Rauch and Kgamedi believe that the film has a commercial value similar to Happiness is a Four Letter Word, which in 2016, broke South African box office records with its huge audiences. It tells an aspirational, engaging story of a young woman burning with talent and ambition, who is prepared to fight hard for her place in the sun. It showcases the depth and beauty of Zulu culture within a contemporary context that will thrill and engage the young people who see the film.

"We specifically chose the musical genre for the film, as it has not been extensively investigated in local black film since Sarafina in 1992," says Kgamedi. "The ongoing worldwide success of theatrical production The Lion King is undeniable, and our film’s storyline offers both a contemporary and historical look at South African and, more specifically, Zulu culture."

The film was shot on locations around Johannesburg, such as Newtown.

"It is set mainly in a stylish, sophisticated Joburg. The fictitious Malandela Theatre Company is a leading light in South African theatre, one of the biggest, most prosperous companies. This is Africa’s Broadway," Kgamedi says.

"The producers live in a lush luxury housing estate built around a golf course. The cast lives in an expansive Houghton mansion. The social spaces they play in are cool, trendy spots that expose edgy underground urban youth culture. The hit US series Empire was a huge reference for us."

And yet the aesthetic is still an African one. Just as SA’s fashion designers are bringing a sophisticated version of Africa to the catwalks of New York Fashion Week, so the film presents a version of stylish Africanism that is deeply rooted in Zulu culture.

Qubeka, best known for her role in Isidingo, as well as her social media presence as a fitness guru, amazes in the role of Gugu Dhlamini, the diva and antagonist of the piece.

Her fiery passion for what she does shines through and translates into some stunning moments.

Poo gives a warmth and bonhomie to the character of Mak, the show’s director.

His singing is breathtaking and his character is amusing and sincere.

Mbau plays Vivian, the other older character and mentor to the young cast.

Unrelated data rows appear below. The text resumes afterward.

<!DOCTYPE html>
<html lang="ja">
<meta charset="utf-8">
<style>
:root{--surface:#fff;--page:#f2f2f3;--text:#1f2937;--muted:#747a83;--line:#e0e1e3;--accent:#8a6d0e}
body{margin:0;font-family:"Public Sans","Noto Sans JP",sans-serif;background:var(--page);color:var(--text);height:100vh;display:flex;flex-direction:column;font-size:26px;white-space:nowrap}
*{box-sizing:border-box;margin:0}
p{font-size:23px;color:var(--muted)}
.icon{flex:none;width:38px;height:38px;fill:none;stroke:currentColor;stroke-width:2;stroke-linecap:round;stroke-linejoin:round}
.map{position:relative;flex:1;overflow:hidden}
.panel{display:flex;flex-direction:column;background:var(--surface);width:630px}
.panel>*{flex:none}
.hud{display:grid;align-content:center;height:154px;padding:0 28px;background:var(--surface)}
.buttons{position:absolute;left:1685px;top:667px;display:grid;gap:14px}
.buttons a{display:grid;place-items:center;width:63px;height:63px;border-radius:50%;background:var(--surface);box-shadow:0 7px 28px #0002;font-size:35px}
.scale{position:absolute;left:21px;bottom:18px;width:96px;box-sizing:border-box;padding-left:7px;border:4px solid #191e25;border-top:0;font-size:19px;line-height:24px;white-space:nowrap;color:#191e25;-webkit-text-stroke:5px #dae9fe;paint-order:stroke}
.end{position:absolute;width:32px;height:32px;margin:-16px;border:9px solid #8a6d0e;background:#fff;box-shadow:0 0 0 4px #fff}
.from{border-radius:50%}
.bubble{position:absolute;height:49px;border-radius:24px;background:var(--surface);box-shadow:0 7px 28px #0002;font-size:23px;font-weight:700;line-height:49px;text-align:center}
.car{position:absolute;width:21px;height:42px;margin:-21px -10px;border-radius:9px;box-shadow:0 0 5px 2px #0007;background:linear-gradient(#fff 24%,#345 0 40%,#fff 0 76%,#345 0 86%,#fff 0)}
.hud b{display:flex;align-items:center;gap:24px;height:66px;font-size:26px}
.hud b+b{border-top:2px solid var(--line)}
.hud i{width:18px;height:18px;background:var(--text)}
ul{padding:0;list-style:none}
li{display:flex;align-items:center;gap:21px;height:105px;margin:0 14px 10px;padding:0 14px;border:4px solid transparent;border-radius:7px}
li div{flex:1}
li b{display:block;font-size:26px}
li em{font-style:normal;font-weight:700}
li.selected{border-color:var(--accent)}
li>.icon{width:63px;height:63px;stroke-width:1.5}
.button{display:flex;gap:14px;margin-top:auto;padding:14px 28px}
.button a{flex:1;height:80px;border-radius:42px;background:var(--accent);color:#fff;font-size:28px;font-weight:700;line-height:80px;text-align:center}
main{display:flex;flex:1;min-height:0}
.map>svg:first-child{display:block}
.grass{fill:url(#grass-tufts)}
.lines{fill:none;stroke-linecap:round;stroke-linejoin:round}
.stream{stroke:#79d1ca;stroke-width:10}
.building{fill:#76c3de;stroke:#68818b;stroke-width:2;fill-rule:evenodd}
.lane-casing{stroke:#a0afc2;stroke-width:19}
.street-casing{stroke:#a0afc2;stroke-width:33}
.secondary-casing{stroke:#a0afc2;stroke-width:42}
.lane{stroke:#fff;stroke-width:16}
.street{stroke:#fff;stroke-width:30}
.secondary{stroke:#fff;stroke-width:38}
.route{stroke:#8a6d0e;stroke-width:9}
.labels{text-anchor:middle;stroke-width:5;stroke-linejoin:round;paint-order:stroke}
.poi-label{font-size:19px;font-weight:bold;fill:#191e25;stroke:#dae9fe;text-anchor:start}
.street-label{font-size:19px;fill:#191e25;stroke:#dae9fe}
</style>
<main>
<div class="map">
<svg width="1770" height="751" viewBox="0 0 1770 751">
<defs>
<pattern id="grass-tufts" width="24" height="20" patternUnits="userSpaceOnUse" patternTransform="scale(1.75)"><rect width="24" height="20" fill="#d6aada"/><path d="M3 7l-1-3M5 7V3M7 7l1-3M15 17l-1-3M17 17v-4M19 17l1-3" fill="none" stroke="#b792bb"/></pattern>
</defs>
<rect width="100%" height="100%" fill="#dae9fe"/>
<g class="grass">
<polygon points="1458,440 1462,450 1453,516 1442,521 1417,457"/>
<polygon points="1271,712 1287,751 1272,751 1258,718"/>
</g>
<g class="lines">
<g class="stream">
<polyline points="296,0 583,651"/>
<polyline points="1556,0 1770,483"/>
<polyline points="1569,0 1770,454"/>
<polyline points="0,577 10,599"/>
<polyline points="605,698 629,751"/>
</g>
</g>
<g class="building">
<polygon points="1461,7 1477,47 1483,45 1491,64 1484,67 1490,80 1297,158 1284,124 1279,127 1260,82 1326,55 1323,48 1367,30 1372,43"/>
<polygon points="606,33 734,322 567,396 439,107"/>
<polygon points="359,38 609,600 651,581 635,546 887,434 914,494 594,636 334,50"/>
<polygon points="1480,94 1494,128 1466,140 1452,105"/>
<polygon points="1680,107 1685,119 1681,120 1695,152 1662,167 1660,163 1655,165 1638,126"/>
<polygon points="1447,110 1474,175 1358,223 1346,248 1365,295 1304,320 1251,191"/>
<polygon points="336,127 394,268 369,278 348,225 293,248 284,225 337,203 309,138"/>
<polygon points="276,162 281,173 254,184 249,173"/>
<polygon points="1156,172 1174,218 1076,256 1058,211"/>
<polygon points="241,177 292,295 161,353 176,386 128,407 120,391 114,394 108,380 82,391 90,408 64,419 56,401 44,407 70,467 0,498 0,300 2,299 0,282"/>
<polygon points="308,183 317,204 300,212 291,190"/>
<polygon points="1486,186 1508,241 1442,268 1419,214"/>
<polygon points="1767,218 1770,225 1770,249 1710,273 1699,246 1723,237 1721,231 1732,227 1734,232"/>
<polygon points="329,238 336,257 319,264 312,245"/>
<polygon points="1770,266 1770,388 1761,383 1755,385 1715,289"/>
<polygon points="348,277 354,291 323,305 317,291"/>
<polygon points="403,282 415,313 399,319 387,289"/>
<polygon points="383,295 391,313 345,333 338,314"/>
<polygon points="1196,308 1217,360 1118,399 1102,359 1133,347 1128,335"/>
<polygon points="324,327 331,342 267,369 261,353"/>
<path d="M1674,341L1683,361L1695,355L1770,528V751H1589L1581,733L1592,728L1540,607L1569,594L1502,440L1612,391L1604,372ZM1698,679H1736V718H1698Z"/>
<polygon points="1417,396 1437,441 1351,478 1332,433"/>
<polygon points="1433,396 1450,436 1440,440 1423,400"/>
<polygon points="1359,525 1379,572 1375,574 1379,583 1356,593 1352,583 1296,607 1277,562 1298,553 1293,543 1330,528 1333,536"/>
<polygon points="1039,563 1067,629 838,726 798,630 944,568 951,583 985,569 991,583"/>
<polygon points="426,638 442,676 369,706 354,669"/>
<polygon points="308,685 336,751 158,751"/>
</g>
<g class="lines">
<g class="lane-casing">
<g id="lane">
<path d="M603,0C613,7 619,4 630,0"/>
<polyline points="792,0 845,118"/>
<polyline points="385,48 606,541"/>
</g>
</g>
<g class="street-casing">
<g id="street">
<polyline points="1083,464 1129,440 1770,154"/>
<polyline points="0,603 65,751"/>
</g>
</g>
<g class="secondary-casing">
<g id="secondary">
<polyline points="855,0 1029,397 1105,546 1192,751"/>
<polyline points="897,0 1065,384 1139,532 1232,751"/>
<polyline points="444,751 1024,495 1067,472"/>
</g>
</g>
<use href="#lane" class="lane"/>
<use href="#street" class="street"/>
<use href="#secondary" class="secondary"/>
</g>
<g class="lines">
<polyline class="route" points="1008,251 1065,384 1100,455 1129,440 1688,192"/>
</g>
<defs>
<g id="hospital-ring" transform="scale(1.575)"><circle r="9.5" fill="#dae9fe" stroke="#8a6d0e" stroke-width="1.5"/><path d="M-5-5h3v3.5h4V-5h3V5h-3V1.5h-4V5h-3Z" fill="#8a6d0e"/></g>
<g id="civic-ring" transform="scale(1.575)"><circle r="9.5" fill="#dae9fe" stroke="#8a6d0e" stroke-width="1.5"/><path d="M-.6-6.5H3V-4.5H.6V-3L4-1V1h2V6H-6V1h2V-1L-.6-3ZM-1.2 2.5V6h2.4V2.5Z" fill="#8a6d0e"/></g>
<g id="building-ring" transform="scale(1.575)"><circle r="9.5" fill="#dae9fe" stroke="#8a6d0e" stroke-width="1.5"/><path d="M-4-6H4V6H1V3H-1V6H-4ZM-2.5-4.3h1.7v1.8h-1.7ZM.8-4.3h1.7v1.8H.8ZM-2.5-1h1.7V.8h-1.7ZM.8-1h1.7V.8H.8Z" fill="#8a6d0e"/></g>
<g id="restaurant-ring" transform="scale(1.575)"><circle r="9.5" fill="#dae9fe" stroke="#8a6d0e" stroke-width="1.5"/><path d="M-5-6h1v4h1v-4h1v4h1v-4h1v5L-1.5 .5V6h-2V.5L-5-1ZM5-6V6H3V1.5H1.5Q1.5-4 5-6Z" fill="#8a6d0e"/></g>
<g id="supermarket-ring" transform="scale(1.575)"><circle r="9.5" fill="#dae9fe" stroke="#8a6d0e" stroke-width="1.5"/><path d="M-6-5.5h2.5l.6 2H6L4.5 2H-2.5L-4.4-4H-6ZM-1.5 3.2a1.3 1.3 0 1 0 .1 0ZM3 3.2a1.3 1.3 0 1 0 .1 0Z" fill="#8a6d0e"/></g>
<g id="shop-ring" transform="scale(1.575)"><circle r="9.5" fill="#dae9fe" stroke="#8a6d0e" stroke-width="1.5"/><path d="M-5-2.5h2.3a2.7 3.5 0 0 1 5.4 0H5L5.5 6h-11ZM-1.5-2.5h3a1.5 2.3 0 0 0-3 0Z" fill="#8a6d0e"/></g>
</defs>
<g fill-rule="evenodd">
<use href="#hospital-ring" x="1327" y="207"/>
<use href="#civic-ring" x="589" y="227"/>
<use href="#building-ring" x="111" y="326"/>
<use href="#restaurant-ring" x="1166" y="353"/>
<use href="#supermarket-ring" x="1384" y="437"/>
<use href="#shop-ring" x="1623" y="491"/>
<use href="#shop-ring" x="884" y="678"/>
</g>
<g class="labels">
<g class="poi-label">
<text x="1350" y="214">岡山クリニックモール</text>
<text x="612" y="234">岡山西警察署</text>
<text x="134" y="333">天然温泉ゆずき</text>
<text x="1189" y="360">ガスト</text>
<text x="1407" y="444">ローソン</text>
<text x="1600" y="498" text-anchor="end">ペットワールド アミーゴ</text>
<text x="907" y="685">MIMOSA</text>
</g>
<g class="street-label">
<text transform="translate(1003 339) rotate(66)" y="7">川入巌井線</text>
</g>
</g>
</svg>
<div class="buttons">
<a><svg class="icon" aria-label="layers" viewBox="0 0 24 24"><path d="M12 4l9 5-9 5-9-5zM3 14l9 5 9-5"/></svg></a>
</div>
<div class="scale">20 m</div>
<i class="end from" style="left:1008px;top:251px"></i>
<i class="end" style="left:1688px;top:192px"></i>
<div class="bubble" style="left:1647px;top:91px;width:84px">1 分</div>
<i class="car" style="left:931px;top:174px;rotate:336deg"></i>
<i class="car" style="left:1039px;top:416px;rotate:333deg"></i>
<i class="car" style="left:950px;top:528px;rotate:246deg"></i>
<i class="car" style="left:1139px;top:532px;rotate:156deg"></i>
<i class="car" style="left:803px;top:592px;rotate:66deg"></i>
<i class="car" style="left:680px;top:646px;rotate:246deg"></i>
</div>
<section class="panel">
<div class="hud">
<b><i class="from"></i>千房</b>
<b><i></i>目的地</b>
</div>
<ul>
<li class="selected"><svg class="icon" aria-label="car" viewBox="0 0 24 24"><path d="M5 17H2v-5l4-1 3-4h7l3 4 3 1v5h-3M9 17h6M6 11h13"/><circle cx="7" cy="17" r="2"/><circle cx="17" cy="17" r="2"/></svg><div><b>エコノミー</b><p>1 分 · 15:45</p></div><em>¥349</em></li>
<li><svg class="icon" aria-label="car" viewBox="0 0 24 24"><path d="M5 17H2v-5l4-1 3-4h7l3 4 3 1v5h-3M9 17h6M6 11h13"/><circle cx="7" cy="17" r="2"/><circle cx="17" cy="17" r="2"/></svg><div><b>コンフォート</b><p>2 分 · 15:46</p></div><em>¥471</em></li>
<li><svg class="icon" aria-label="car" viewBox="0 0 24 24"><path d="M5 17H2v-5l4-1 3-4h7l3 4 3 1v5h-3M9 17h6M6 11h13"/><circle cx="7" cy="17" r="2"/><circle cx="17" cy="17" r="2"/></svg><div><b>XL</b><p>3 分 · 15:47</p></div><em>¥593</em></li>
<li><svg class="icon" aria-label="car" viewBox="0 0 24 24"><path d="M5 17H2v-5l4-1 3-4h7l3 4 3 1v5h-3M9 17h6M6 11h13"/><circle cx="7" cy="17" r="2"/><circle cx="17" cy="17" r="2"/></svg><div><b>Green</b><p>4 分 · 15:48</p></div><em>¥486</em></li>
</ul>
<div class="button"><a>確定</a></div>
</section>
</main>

Her chain-smoking, wine-swilling character contrasts with everything she has done before. However, she is loveable and believable as a woman coming to the end of her on-stage career.

"In the writing of the film, we created a large ensemble cast that represents a variety of young Zulu women, as the film is essentially about a young woman finding herself within her culture," says Kgamedi.

"In addition to Khanyisile, we have Bongi, a fiercely traditional, bubbly young woman; Zethu, tattooed and androgynous; and Katherine, a cheese-girl ballerina who is detached from her Zulu background," he says.

Kgarebe plays the love interest, Luyanda, and showcases his dancing skills.